PROBLEM TO SOLVE
Your copy should contain exactly the lines from the one that holds "Annotation task. Describe" through the end of the material, reproduced as written, with no pictures.

>>

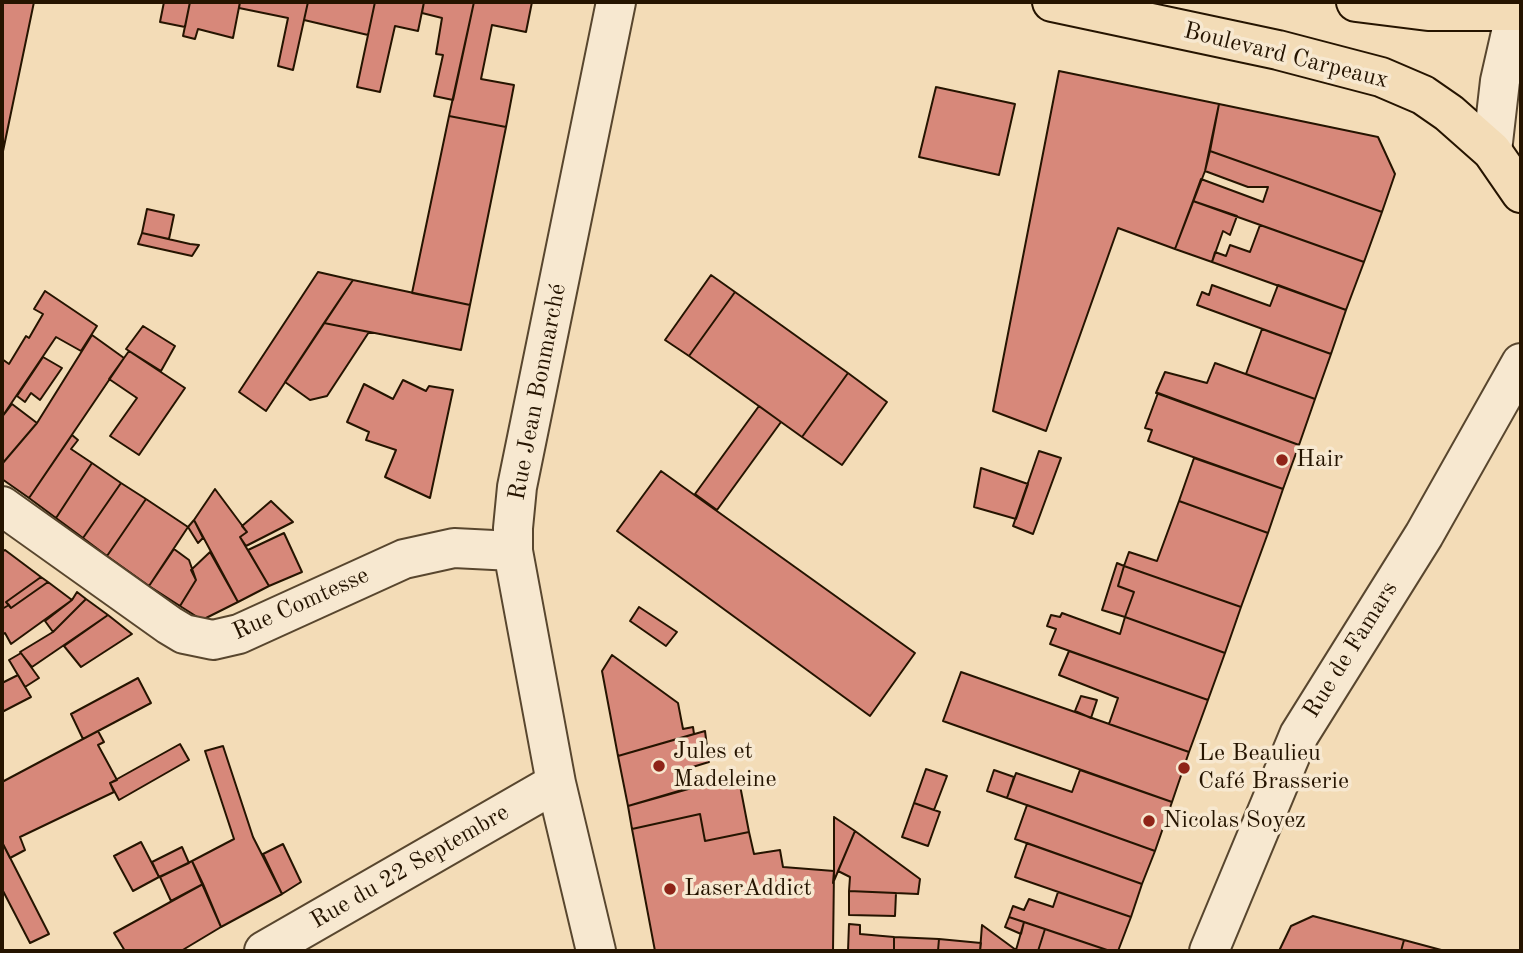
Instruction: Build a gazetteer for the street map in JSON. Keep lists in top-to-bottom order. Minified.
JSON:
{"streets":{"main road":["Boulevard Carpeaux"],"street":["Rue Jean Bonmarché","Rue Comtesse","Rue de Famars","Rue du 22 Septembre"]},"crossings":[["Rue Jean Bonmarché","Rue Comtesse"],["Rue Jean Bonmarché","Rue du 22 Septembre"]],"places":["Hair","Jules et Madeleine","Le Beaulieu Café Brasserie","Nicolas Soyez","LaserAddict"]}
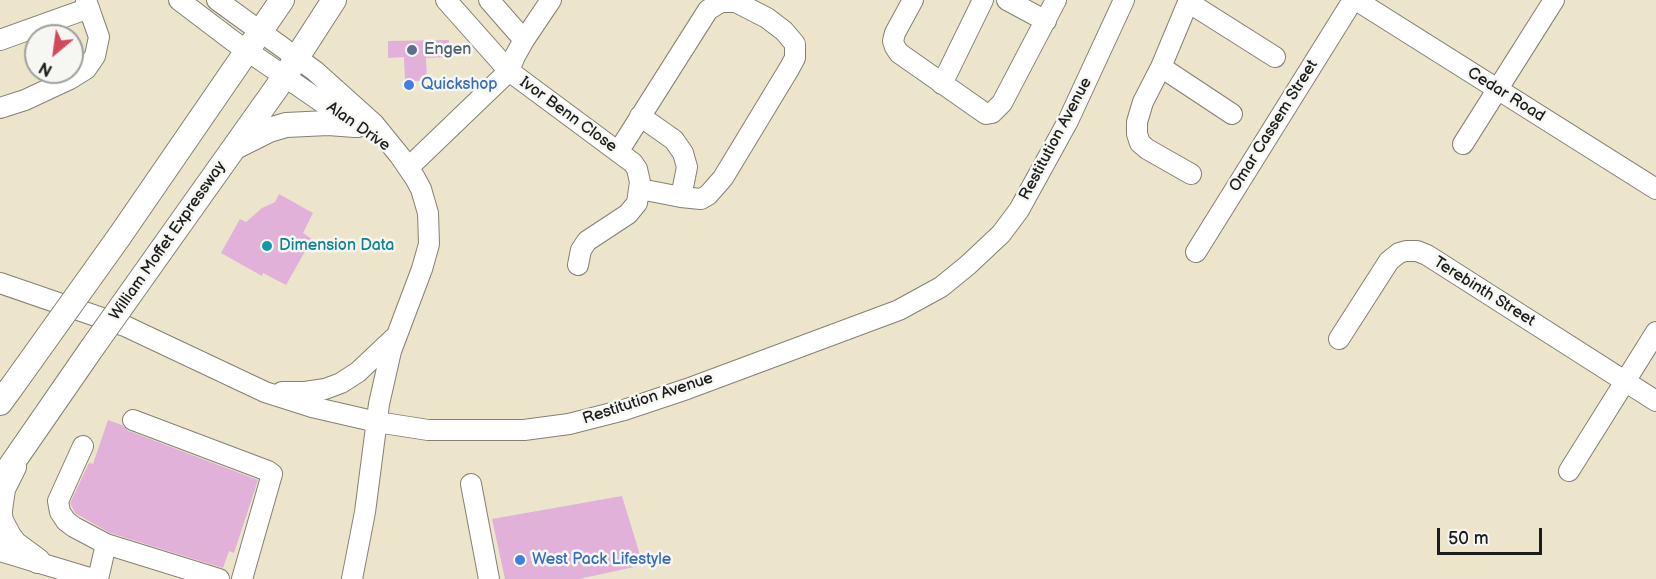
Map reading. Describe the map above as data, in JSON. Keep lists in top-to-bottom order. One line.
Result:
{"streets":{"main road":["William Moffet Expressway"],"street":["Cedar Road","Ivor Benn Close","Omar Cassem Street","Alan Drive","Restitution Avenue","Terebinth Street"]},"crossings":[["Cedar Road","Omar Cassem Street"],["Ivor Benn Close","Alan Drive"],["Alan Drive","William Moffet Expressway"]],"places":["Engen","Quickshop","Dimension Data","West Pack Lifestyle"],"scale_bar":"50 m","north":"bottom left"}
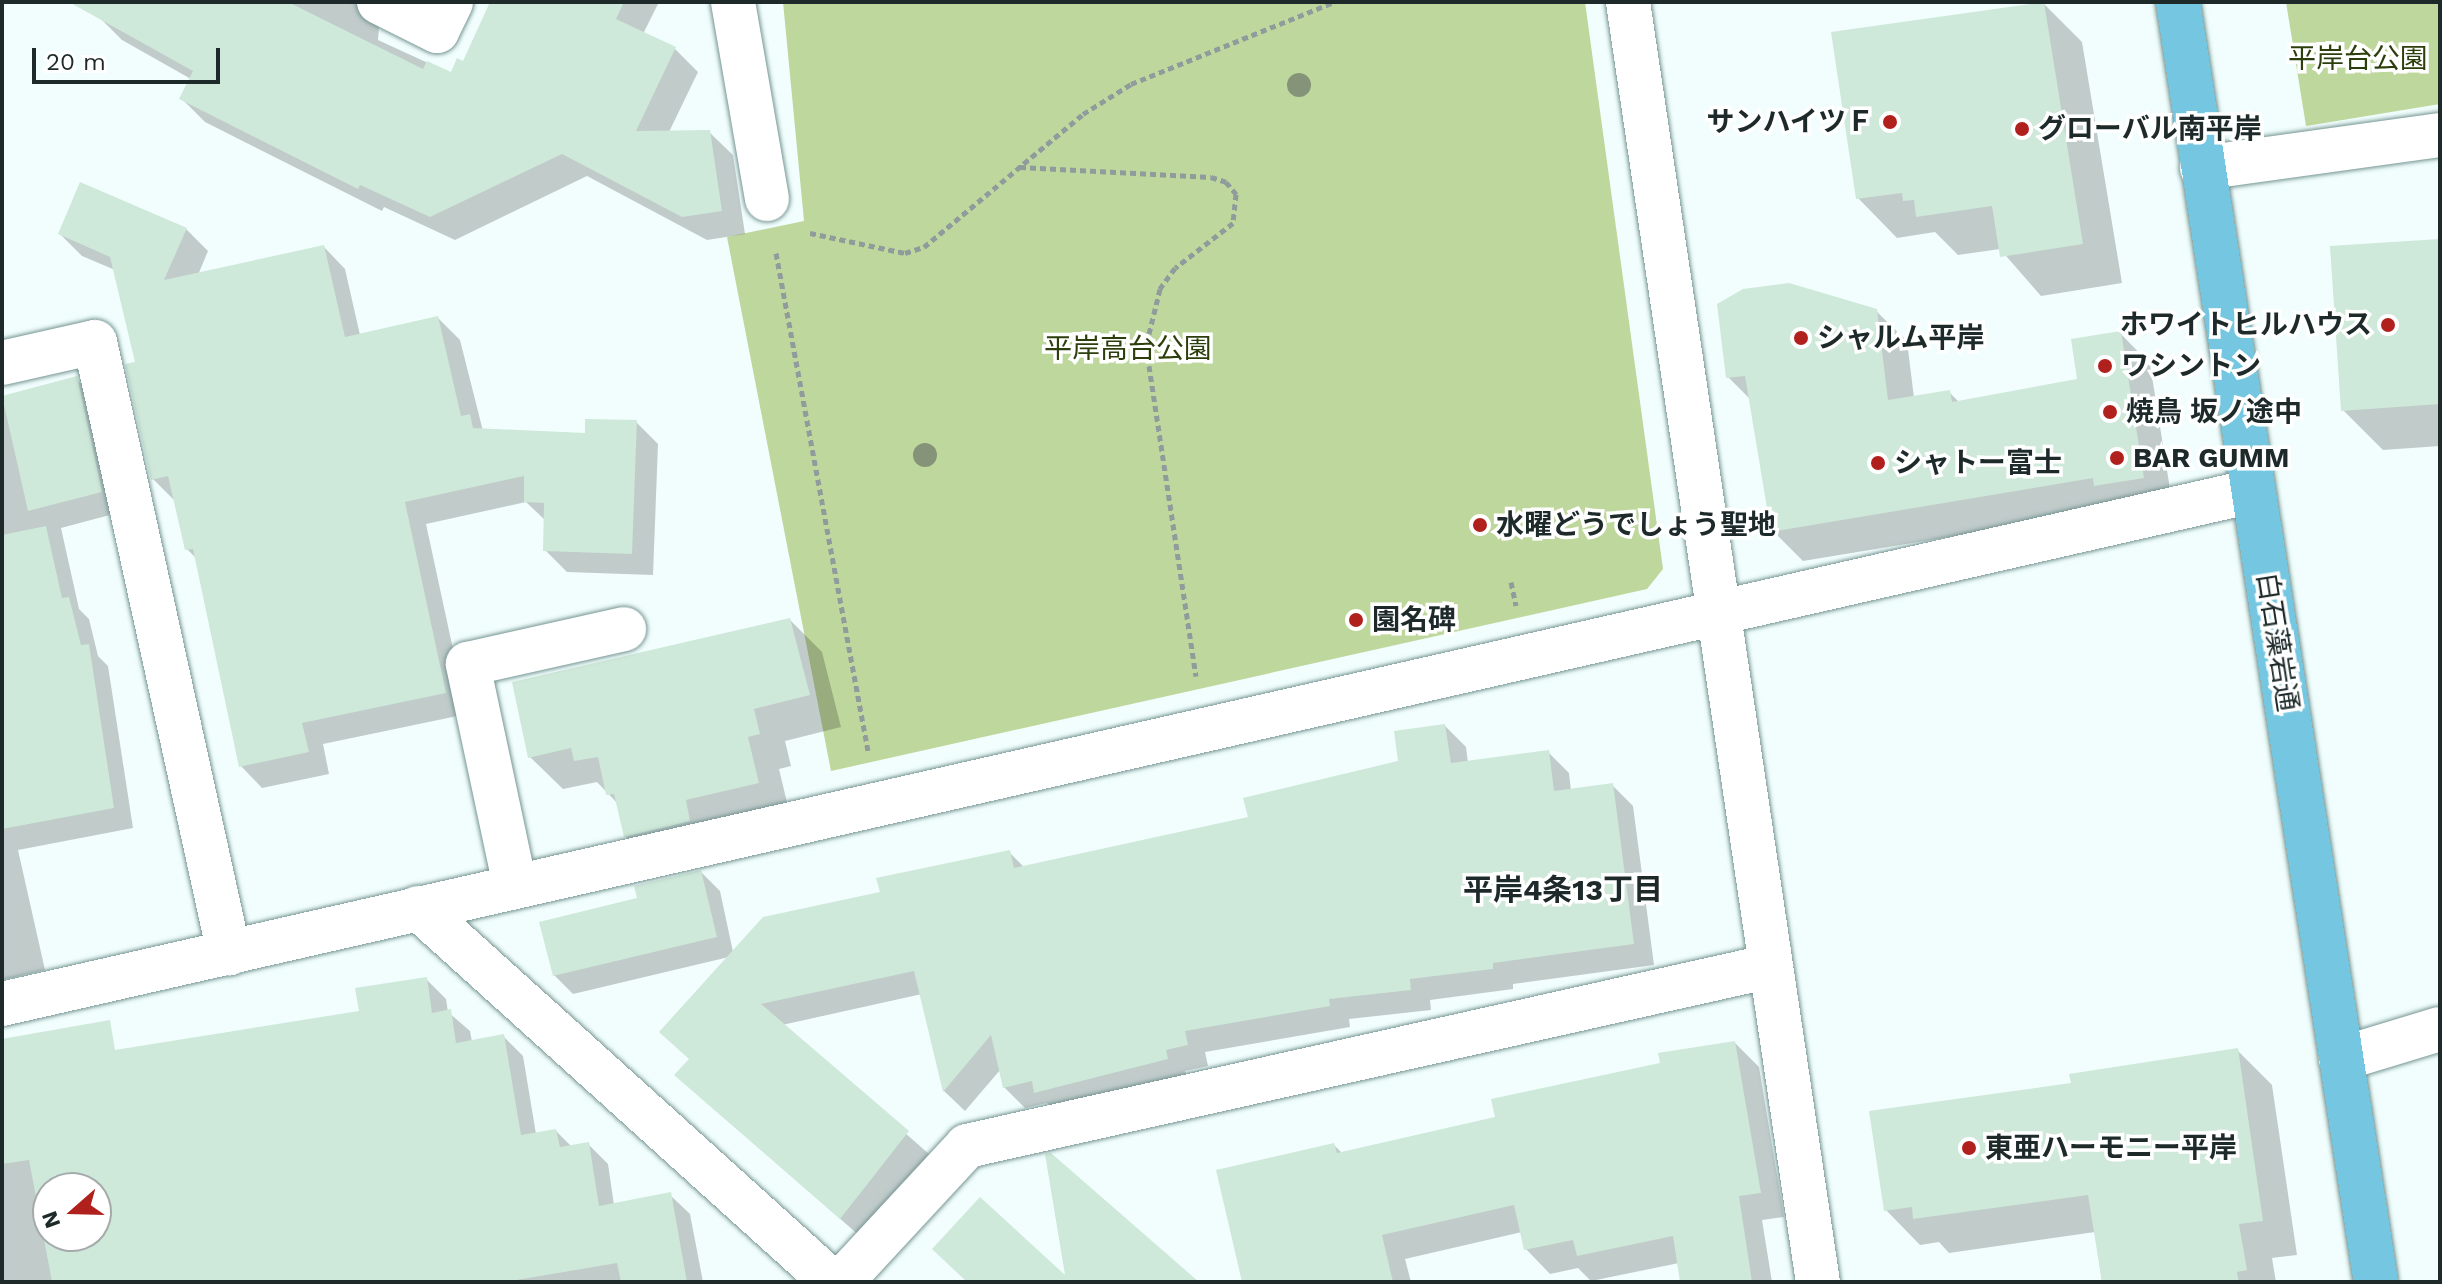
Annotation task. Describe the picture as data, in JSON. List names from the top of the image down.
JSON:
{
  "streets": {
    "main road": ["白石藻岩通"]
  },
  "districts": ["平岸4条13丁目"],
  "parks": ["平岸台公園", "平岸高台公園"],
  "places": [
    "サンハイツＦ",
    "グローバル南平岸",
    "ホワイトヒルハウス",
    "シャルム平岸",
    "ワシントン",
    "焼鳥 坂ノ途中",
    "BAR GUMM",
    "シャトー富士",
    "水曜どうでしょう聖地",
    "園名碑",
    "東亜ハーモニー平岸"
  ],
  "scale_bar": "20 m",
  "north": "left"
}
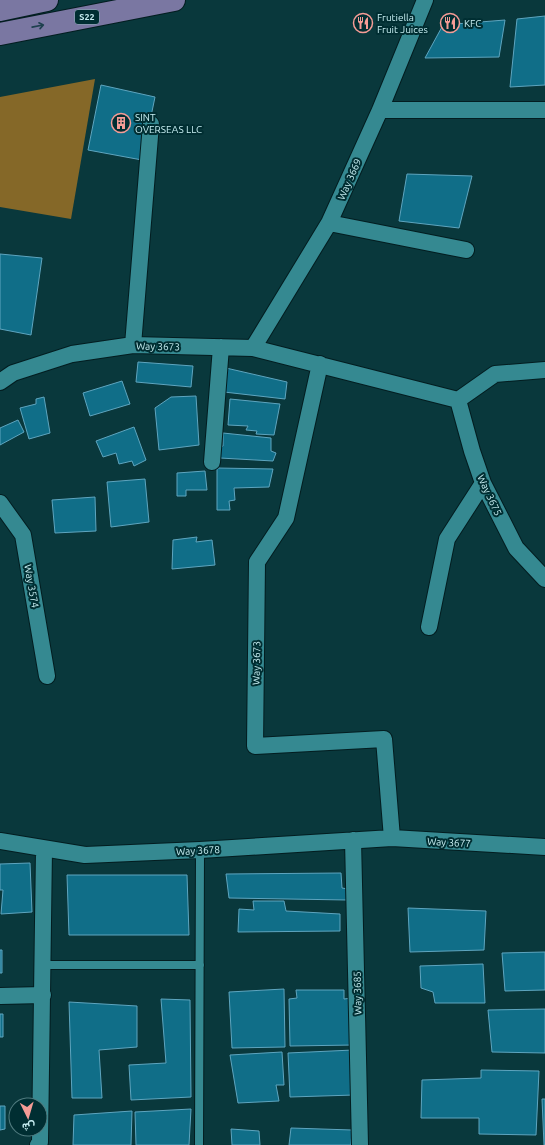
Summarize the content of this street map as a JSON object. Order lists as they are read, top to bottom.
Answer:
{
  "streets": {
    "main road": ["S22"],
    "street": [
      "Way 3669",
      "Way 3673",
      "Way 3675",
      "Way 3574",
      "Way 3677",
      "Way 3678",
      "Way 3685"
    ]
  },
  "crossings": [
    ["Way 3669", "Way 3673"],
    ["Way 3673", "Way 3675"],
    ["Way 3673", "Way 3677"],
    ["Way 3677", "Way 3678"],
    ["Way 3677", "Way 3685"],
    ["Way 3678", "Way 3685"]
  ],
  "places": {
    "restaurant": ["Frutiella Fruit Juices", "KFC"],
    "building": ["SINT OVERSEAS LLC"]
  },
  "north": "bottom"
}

<<

EXERCISE RESPONSE
Annotation task. Describe the picture as data, in JSON. List names from the top of the image down.
JSON:
{
  "streets": {
    "main road": ["白石藻岩通"]
  },
  "districts": ["平岸4条13丁目"],
  "parks": ["平岸台公園", "平岸高台公園"],
  "places": [
    "サンハイツＦ",
    "グローバル南平岸",
    "ホワイトヒルハウス",
    "シャルム平岸",
    "ワシントン",
    "焼鳥 坂ノ途中",
    "BAR GUMM",
    "シャトー富士",
    "水曜どうでしょう聖地",
    "園名碑",
    "東亜ハーモニー平岸"
  ],
  "scale_bar": "20 m",
  "north": "left"
}
Summarize the content of this street map as a JSON object. Order lists as they are read, top to bottom.
Answer:
{
  "streets": {
    "main road": ["S22"],
    "street": [
      "Way 3669",
      "Way 3673",
      "Way 3675",
      "Way 3574",
      "Way 3677",
      "Way 3678",
      "Way 3685"
    ]
  },
  "crossings": [
    ["Way 3669", "Way 3673"],
    ["Way 3673", "Way 3675"],
    ["Way 3673", "Way 3677"],
    ["Way 3677", "Way 3678"],
    ["Way 3677", "Way 3685"],
    ["Way 3678", "Way 3685"]
  ],
  "places": {
    "restaurant": ["Frutiella Fruit Juices", "KFC"],
    "building": ["SINT OVERSEAS LLC"]
  },
  "north": "bottom"
}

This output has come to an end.